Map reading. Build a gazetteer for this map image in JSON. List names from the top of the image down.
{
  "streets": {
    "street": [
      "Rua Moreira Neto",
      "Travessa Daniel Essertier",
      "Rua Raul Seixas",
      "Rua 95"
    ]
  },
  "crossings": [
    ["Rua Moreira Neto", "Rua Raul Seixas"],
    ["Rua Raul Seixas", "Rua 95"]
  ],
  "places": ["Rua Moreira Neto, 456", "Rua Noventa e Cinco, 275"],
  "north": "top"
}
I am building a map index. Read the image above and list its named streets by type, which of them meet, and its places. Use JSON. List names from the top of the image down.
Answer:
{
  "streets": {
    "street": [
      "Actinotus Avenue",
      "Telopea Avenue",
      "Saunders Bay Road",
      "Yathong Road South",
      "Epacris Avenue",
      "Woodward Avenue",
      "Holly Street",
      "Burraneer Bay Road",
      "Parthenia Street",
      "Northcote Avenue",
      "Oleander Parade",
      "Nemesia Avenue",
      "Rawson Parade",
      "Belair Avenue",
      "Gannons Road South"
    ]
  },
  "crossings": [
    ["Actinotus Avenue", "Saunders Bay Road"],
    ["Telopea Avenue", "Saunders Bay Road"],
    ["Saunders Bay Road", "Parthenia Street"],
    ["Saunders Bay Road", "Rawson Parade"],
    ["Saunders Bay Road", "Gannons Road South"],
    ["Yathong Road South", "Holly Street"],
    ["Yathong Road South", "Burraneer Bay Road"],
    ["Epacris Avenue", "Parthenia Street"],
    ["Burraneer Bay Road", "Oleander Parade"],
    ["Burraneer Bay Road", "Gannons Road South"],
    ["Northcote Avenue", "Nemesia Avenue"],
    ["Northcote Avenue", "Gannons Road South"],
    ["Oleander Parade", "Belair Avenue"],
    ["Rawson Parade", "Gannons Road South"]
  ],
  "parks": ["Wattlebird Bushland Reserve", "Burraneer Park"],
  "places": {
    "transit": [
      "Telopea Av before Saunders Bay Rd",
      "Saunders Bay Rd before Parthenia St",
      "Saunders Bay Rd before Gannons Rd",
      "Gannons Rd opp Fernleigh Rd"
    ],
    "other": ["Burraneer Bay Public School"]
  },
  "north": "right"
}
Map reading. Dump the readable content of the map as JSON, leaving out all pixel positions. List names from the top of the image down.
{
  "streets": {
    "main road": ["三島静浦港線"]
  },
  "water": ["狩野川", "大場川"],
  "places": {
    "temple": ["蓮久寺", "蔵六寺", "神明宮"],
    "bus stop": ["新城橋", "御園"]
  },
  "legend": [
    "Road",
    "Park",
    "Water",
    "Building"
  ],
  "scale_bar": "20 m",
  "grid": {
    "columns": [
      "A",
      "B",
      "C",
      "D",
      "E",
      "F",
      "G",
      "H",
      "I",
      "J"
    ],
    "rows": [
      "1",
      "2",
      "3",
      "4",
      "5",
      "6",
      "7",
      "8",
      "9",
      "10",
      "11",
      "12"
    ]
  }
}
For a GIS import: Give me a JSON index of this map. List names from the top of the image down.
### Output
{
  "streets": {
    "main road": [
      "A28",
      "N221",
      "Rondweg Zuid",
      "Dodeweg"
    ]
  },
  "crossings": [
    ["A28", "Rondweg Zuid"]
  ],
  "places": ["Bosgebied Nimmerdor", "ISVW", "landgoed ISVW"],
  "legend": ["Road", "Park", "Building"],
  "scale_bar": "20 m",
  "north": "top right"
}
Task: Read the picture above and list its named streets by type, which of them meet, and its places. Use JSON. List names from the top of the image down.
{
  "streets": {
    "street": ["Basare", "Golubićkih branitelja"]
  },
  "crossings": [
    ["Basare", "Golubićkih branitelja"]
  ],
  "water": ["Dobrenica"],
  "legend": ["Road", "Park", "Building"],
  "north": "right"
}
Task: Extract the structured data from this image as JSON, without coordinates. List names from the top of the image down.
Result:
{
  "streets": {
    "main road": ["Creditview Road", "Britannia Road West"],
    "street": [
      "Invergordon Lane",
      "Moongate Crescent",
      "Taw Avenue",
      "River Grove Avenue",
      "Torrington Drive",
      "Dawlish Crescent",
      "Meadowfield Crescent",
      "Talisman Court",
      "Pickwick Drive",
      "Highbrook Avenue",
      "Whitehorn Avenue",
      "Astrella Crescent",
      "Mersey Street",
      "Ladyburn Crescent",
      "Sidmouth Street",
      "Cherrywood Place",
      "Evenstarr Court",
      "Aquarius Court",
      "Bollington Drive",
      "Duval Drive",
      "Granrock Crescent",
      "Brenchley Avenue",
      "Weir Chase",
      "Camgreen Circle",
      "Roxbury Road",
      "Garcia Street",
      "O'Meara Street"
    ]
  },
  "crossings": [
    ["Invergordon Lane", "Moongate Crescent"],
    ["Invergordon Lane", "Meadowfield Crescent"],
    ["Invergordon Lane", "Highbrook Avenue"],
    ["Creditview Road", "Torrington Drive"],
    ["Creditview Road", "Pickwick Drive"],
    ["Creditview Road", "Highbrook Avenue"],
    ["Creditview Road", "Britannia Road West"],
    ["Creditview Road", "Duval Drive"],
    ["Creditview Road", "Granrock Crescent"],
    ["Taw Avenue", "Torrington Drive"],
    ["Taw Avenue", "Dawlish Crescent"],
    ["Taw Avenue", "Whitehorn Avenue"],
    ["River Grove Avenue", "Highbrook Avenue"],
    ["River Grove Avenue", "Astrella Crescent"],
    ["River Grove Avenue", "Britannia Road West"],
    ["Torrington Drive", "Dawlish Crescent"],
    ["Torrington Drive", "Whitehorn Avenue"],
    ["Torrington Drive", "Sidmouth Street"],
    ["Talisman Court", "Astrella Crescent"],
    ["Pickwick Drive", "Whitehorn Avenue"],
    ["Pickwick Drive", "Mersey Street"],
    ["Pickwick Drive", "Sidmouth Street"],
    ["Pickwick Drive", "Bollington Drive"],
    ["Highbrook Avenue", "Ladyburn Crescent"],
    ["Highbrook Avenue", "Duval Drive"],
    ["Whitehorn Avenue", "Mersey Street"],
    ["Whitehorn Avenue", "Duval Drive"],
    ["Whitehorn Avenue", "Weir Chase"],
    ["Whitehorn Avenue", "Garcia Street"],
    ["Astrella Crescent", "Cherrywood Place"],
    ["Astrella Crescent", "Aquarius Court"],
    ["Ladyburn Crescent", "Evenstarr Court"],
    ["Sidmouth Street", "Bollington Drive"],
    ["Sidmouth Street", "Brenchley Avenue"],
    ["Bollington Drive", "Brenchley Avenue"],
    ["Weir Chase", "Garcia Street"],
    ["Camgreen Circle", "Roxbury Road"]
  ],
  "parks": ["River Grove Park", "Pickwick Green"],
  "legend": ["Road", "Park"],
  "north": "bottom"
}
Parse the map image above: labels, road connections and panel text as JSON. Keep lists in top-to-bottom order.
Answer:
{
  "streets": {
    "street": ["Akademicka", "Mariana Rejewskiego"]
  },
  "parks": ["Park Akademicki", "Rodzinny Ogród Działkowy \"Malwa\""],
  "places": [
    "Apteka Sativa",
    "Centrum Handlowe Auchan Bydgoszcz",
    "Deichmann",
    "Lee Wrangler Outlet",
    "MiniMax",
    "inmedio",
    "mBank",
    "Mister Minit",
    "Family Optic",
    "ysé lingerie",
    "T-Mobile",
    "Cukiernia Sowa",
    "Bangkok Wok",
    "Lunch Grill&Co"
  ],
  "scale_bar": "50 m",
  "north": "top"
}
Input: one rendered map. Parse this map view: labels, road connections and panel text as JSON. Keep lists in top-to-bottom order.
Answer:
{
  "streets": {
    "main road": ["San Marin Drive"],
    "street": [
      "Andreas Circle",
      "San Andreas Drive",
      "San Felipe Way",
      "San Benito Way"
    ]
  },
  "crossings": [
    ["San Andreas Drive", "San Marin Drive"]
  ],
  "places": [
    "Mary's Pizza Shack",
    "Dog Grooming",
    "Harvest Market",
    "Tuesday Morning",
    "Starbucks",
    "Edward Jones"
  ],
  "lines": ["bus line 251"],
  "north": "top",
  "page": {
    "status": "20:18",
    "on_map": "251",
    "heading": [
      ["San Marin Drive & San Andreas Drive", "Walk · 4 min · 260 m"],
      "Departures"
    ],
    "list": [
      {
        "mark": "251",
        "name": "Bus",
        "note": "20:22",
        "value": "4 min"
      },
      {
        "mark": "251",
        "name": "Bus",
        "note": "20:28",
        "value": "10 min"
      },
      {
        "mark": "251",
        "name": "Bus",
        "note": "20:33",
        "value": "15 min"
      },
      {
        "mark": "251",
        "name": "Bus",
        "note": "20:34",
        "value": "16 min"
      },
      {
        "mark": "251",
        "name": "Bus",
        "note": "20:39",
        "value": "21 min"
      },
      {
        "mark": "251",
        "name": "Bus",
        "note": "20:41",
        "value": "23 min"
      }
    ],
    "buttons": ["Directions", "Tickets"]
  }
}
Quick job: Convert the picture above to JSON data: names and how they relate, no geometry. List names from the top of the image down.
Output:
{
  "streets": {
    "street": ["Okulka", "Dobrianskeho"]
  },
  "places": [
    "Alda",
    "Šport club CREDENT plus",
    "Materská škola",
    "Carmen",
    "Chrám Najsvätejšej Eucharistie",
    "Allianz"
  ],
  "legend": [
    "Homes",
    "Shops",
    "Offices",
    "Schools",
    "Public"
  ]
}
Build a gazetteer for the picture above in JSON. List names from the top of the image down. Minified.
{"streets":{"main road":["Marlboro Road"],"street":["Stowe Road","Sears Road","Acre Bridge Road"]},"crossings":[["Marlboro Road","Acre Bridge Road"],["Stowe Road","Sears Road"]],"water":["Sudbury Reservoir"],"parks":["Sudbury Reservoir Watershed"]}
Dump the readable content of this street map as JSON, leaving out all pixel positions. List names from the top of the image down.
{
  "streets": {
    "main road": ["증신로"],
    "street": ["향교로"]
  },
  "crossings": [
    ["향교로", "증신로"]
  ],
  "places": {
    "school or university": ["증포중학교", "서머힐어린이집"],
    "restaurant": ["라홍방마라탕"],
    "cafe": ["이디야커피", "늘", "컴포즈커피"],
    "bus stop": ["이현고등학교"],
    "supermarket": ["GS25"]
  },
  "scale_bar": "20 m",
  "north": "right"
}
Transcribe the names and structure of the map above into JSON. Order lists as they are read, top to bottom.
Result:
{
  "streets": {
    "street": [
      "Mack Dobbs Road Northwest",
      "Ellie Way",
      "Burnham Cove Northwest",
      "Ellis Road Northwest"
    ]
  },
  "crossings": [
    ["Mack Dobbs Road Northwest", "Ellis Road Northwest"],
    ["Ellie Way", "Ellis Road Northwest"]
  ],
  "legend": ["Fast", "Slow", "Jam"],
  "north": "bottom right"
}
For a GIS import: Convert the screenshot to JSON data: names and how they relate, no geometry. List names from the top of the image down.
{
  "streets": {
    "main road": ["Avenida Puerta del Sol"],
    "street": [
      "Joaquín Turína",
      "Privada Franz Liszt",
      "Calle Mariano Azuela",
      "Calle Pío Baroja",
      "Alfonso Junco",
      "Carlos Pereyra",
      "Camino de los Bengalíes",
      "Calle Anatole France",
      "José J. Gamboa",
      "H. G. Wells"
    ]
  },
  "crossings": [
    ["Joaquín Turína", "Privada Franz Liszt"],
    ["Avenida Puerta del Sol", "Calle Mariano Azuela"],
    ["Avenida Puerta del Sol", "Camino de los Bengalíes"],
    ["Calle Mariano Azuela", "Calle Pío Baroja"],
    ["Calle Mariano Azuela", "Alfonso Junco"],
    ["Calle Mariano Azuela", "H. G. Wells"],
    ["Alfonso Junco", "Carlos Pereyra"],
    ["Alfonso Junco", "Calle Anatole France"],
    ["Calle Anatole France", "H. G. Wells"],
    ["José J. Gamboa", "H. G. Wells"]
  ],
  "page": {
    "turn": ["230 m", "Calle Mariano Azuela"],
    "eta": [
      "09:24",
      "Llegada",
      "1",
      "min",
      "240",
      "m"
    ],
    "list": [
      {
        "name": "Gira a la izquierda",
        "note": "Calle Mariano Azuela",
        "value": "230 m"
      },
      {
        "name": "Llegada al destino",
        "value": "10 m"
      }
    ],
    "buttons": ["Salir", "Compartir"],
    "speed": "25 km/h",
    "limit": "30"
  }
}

TASK DIRECTIONS. Using the listing above, pick out each line that contains the word "Oleander", then copy it.

WORKED SOLUTION.
      "Oleander Parade",
    ["Burraneer Bay Road", "Oleander Parade"],
    ["Oleander Parade", "Belair Avenue"],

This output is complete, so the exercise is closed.